Net Book Value
Net Book Value, also known as carrying value or book value, is the value of an asset according to a company’s balance sheet, calculated by subtracting accumulated depreciation from the asset’s original cost.
For tangible assets like machinery, vehicles, or buildings, the calculation would look like this:
Net Book Value = Original Cost of the Asset – Accumulated Depreciation
The original cost of the asset is the purchase price the company paid for the asset. Accumulated depreciation is the total depreciation that has been taken on the asset from the time it was put into use until the present time. Depreciation reflects the wear and tear on the asset over time and the consequent loss in its value.

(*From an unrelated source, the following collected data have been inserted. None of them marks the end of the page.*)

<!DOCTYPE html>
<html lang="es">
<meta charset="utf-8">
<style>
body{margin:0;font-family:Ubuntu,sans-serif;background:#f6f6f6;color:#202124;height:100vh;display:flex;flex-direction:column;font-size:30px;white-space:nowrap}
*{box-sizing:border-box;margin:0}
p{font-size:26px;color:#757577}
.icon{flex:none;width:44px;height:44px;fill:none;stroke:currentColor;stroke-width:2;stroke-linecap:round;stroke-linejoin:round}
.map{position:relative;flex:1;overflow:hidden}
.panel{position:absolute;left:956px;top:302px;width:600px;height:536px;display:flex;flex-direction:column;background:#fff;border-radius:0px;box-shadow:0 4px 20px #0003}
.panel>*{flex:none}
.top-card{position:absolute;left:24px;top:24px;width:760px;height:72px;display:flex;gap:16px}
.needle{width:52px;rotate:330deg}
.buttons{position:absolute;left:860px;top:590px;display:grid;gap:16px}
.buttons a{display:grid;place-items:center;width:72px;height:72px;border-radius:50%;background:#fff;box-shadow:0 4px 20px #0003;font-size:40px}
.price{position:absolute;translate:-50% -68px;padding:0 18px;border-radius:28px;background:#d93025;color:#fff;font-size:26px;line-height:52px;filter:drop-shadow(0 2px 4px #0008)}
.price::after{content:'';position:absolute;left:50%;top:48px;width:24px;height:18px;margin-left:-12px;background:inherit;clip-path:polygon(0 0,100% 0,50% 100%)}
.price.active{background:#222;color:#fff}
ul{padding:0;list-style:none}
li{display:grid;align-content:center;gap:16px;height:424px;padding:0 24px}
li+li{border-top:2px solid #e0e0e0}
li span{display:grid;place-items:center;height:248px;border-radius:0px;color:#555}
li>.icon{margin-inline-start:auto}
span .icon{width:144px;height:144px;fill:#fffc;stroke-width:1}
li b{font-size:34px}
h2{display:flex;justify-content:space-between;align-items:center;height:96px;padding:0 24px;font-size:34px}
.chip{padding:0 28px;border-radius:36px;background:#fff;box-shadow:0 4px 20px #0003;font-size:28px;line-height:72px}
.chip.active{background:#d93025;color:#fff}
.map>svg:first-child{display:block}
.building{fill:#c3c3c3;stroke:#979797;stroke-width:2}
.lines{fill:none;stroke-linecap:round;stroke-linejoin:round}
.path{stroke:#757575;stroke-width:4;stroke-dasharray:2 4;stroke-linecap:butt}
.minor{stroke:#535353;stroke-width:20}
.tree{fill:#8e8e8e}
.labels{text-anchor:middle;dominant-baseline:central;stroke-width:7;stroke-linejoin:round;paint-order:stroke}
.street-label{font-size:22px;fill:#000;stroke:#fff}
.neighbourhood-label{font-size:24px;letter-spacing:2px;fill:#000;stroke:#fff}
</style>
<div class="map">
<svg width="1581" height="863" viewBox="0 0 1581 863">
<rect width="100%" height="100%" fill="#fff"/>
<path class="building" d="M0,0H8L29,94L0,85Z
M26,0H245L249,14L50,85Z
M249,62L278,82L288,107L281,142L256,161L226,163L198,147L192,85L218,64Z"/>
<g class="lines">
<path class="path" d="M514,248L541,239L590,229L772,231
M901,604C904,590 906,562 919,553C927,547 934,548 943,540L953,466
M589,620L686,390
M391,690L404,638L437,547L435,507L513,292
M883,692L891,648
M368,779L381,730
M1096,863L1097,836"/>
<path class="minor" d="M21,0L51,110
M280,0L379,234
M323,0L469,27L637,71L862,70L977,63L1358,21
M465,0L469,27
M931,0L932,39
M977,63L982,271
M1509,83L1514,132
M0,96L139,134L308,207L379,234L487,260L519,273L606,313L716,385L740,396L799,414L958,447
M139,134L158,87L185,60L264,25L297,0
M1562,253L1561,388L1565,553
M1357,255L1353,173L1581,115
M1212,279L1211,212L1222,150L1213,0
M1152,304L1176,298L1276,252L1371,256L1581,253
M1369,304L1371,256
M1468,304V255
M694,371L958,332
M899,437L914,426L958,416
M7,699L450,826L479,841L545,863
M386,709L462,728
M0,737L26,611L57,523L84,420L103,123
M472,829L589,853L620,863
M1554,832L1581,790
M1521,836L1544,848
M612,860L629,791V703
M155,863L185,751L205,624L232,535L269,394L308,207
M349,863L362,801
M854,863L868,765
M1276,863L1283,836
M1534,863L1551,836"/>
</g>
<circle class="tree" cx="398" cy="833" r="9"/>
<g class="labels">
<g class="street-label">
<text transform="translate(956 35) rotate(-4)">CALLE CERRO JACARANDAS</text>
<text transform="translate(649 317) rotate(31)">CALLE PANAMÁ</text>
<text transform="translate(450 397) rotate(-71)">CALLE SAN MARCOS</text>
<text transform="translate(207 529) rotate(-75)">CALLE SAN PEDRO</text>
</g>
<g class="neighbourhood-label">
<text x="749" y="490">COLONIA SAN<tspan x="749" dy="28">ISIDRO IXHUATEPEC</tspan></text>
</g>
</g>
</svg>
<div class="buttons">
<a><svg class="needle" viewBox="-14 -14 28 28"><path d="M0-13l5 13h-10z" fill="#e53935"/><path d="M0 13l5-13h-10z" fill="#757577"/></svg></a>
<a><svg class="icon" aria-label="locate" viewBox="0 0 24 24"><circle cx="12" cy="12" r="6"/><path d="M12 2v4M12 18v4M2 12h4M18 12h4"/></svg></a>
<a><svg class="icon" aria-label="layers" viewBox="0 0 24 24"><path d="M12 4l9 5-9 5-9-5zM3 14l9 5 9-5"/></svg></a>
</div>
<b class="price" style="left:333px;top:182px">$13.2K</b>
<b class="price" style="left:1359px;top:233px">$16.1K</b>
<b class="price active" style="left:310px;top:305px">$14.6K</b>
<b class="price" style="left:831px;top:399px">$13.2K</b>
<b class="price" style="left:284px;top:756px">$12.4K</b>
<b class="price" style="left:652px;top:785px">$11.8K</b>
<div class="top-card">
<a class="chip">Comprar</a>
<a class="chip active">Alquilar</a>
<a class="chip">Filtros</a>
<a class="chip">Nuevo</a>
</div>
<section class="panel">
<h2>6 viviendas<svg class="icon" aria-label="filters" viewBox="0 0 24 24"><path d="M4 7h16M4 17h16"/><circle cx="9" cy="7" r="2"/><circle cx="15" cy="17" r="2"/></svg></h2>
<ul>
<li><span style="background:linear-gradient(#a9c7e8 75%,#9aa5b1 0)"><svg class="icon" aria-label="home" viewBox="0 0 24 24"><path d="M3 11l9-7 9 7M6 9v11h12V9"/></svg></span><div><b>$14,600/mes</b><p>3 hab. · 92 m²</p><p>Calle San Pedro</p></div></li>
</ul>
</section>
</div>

For intangible assets like patents or copyrights, amortization (which is similar to depreciation but used for intangible assets) is used instead:
Net Book Value = Original Cost of the Asset – Accumulated Amortization
Net Book Value provides a useful measure of the value of an asset as recorded in the company’s books. However, it may not reflect the current market value of the asset, which could be higher or lower depending on various factors.
Example of Net Book Value
Suppose a company purchases a machine for its production line at a cost of $20,000. This machine has a useful life of 10 years, after which it is expected to have no resale or scrap value. Using the straight-line method of depreciation, the machine will depreciate by $2,000 each year ($20,000 divided by 10 years).
After 3 years, the accumulated depreciation on the machine will be $6,000 (3 years times $2,000 per year). The net book value of the machine at this time will be:
Net Book Value = Original Cost of the Asset – Accumulated Depreciation
Net Book Value = $20,000 – $6,000 = $14,000
So, according to the company’s books, the machine is worth $14,000 after 3 years.
Remember, this is the book value of the machine, not necessarily its market value. The machine might sell for more or less than $14,000 on the open market, depending on factors like its condition and demand for such machines.